*Kale is a form of cabbage, green or purple, in which the central leaves do not form a head. It is considered to be closer to wild cabbage than most domesticated forms. Its species contains a wide array of vegetables, including broccoli, cauliflower, collard greens, and brussels sprouts. Kale is very high in beta-carotene, vitamin K, vitamin C, and reasonably rich in calcium.
Once again, I didn’t totally follow the recipe. I was unable to find the specific kale the recipe asked for. Tuscan kale, which is what the recipe called for is actually different than curly kale, the version available at Top Foods. Visually, texturally and the bitterness levels are different. Possibly taste as well; I have never tasted either one. However, curly kale is what was available and so curly kale it was.

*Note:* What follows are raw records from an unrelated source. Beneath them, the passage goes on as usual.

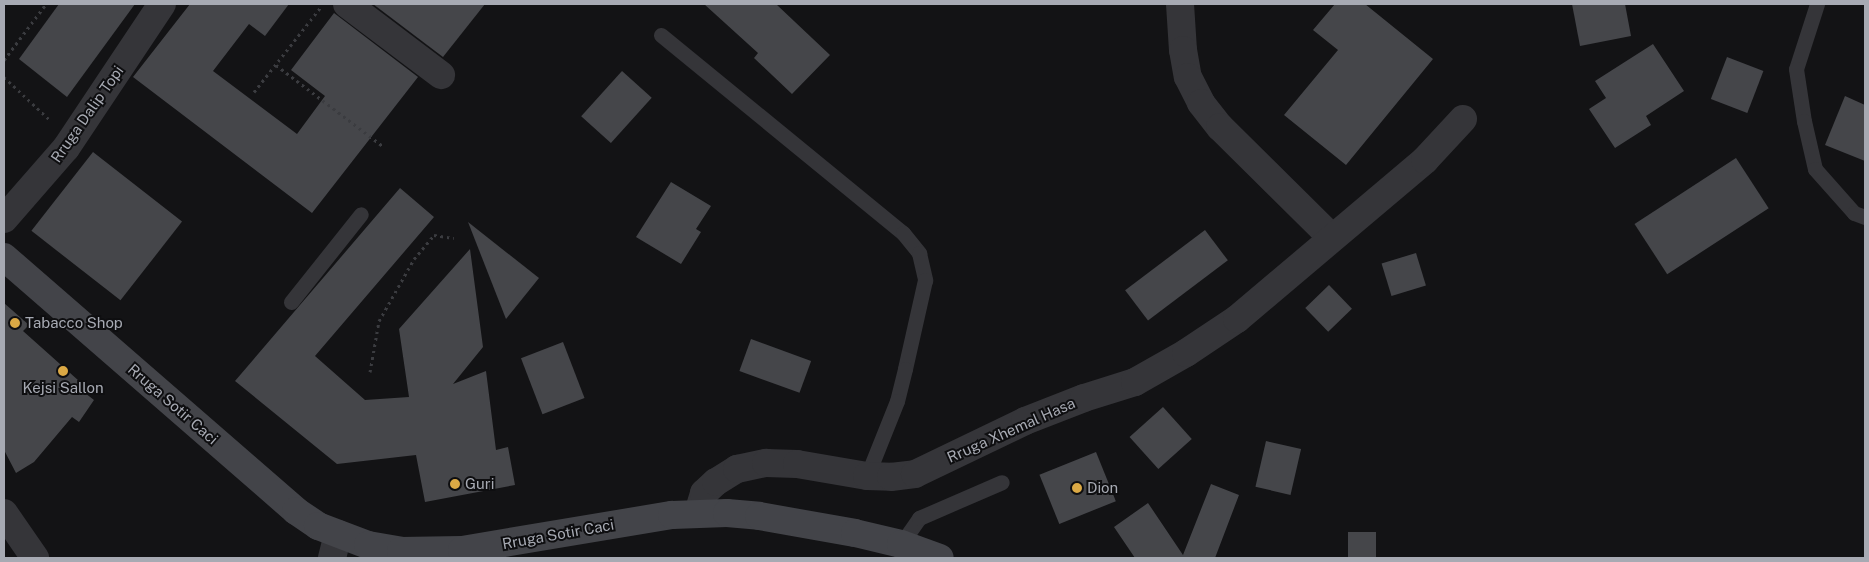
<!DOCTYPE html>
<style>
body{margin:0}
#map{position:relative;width:1869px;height:562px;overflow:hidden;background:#131315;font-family:"Public Sans",sans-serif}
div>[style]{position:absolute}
.building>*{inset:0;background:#45464a;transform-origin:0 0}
.path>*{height:3px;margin-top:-1.5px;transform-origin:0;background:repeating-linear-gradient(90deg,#3b3c40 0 2.5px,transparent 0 6.5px)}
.service>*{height:15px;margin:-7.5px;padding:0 7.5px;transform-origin:7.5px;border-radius:7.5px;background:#353539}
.minor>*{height:28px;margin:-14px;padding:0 14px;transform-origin:14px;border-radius:14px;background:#353539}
.tertiary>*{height:28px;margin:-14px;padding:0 14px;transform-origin:14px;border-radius:14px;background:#353539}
.secondary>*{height:28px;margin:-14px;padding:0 14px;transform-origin:14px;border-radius:14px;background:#434449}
.dots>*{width:14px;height:14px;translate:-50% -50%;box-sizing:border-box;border:2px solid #0e0e10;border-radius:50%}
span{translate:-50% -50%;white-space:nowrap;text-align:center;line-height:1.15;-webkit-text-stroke:4px #0e0e10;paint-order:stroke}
.street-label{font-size:15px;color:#a7aab3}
.poi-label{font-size:15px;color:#a7aab3}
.left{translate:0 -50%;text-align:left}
.frame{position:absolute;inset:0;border:5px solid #a7aab3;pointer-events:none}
</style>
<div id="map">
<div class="building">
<div style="clip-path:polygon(59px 4px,135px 4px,67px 97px,19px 59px)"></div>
<div style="clip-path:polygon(190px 4px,289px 4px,265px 36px,249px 24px,213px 71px,297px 134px,325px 96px,291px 70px,334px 13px,418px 77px,312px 213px,133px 77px)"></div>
<div style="clip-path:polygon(373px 4px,485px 4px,443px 57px)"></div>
<div style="clip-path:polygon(704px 4px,776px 4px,830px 55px,792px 94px,754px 58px,758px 53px)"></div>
<div style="clip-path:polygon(1335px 4px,1365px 4px,1433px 59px,1346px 165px,1284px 115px,1338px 50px,1313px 30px)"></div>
<div style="clip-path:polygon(1572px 4px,1625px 4px,1631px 36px,1580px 46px)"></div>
<div style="clip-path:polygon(1653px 44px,1684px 91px,1646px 116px,1651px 125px,1615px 148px,1589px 109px,1606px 98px,1595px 81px)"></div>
<div style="left:1727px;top:57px;width:39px;height:45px;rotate:21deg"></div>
<div style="left:622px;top:71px;width:40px;height:61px;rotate:42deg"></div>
<div style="clip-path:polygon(1845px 96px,1865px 105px,1865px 161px,1825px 145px)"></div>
<div style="left:93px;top:152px;width:113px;height:100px;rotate:38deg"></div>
<div style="left:1736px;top:158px;width:60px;height:121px;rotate:57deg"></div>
<div style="clip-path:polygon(671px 182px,711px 206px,696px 229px,701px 232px,681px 264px,636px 237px)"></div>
<div style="clip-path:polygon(400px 188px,434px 217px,315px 356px,365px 400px,409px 397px,399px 329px,470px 249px,483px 347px,453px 384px,486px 371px,496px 450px,508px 447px,515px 485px,425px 502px,416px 455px,337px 464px,235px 381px)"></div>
<div style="clip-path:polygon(468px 222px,539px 278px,506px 319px)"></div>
<div style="left:1205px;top:230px;width:38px;height:100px;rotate:53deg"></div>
<div style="left:1416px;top:253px;width:34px;height:36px;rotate:73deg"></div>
<div style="left:1329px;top:285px;width:33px;height:33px;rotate:46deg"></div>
<div style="clip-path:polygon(4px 303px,29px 325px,23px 331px,88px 389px,85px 393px,94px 400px,79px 422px,72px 417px,34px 462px,16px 473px,4px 450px)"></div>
<div style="left:751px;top:339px;width:64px;height:34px;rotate:20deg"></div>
<div style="left:563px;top:342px;width:60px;height:45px;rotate:69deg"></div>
<div style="left:1163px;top:407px;width:43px;height:45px;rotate:48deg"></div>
<div style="left:1266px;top:441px;width:36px;height:47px;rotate:13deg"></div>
<div style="left:1096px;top:452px;width:53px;height:61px;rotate:68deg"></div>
<div style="clip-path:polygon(1211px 484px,1239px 495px,1215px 558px,1135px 558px,1114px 527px,1148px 503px,1183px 555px)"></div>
<div style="left:1348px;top:532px;width:28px;height:26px"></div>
</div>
<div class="path">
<div style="left:4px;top:60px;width:70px;rotate:-53.1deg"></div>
<div style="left:276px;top:65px;width:136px;rotate:37.2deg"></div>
<div style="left:4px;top:77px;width:64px;rotate:43.1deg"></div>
<div style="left:254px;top:92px;width:107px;rotate:-51.8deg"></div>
<div style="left:370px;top:372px;width:52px;rotate:-80deg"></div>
<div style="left:379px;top:321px;width:71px;rotate:-60.6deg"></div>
<div style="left:414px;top:259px;width:31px;rotate:-50deg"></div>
<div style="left:434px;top:235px;width:20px;rotate:9deg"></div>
</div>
<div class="service">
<div style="left:1817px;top:4px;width:68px;rotate:107.9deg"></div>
<div style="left:1796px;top:69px;width:53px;rotate:81.3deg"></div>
<div style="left:1804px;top:121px;width:49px;rotate:77.1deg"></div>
<div style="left:1815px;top:169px;width:59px;rotate:48.4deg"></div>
<div style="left:1854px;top:213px;width:12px;rotate:20deg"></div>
<div style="left:661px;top:35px;width:313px;rotate:39.3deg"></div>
<div style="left:903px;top:233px;width:26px;rotate:51deg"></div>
<div style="left:919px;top:253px;width:28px;rotate:77deg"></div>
<div style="left:925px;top:280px;width:91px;rotate:102.7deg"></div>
<div style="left:905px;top:369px;width:33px;rotate:104deg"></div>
<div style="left:897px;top:401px;width:81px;rotate:111.8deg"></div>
<div style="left:291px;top:302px;width:112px;rotate:-51.5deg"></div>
<div style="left:901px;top:544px;width:32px;rotate:-55deg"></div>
<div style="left:919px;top:518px;width:90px;rotate:-23.4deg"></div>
</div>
<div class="minor">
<div style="left:347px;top:4px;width:118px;rotate:37.1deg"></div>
<div style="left:1180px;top:4px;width:46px;rotate:86.3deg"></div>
<div style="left:1183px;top:50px;width:27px;rotate:80deg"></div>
<div style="left:1188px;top:77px;width:29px;rotate:63deg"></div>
<div style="left:1201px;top:103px;width:31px;rotate:52deg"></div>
<div style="left:1220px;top:127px;width:156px;rotate:44.7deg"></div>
<div style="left:4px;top:513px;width:55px;rotate:55.4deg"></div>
<div style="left:698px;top:513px;width:21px;rotate:-73deg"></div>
<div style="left:704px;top:493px;width:16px;rotate:-43deg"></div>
<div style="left:716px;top:482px;width:25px;rotate:-32deg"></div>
<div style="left:737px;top:469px;width:30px;rotate:-12deg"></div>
<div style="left:766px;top:463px;width:31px;rotate:2deg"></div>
<div style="left:797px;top:464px;width:71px;rotate:9.7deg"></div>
<div style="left:867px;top:476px;width:24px;rotate:2deg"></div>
<div style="left:891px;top:477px;width:24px;rotate:-7deg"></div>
<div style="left:915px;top:474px;width:122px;rotate:-25.7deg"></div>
<div style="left:1025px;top:421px;width:63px;rotate:-21.3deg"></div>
<div style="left:1084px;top:398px;width:53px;rotate:-17.4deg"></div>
<div style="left:1135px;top:382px;width:59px;rotate:-29.6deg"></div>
<div style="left:1186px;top:353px;width:61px;rotate:-33.7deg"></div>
<div style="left:1237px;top:319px;width:246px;rotate:-40.2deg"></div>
<div style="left:1425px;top:160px;width:56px;rotate:-47.2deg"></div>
<div style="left:332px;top:558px;width:25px;rotate:-76deg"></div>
</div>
<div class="tertiary">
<div style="left:4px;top:219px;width:94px;rotate:-48.9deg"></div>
<div style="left:66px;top:148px;width:173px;rotate:-56.3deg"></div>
</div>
<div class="secondary">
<div style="left:4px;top:257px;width:387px;rotate:41deg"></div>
<div style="left:296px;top:511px;width:27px;rotate:34deg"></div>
<div style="left:318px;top:526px;width:53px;rotate:20.8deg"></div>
<div style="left:368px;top:545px;width:34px;rotate:10deg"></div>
<div style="left:401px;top:551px;width:61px;rotate:-0.9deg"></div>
<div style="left:462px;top:550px;width:213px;rotate:-9.5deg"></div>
<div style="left:672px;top:515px;width:55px;rotate:-2.1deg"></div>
<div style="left:727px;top:513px;width:32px;rotate:5deg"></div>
<div style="left:759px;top:516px;width:97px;rotate:10deg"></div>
<div style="left:855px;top:533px;width:47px;rotate:13.4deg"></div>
<div style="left:901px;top:544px;width:41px;rotate:19.7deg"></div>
</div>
<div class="dots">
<div style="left:15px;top:323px;background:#dba945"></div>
<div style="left:63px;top:371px;background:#dba945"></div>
<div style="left:455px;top:484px;background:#dba945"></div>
<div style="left:1077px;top:488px;background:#dba945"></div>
</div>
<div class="street-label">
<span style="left:87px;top:114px;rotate:-55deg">Rruga Dalip Topi</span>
<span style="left:173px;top:404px;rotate:41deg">Rruga Sotir Caci</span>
<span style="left:1011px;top:430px;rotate:-24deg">Rruga Xhemal Hasa</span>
<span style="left:558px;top:534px;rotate:-10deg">Rruga Sotir Caci</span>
</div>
<div class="poi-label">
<span class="left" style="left:25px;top:323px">Tabacco Shop</span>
<span style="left:63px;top:388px">Kejsi Sallon</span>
<span class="left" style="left:465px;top:484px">Guri</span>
<span class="left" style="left:1087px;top:488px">Dion</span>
</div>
<div class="frame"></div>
</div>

Also, due to the difference between the two kales, I thought it would be difficult to grill curly kale and so I roasted it in the oven instead.
The measurements of the additions to the risotto were a little on the slim side. One ounce of pancetta. Really, that’s it? One ounce is like nothing, and what isn’t better with more pancetta in it? Besides, a package of pancetta is three ounces, and I’m not about to waste it! I also bulked up the amount of toasted walnuts, oil-packed dried tomatoes, and chopped onion and added a bit more mascarpone cheese.
I was a tad worried that the kale wouldn’t be good, as it roasted unevenly in the oven (due to so much of it on the sheet pan) and taste test was bitter. Curly kale is bitterer than Tuscan kale.
Fear not! When mixed all together the ingredients married nicely. The mascarpone added a lovely creaminess; the toasted walnuts added a nutty note of flavor and crunch of texture. It was quite good and we now have risotto for the next several days. Funny no matter how much risotto you eat, there is still more. I think it multiplies over night in the fridge.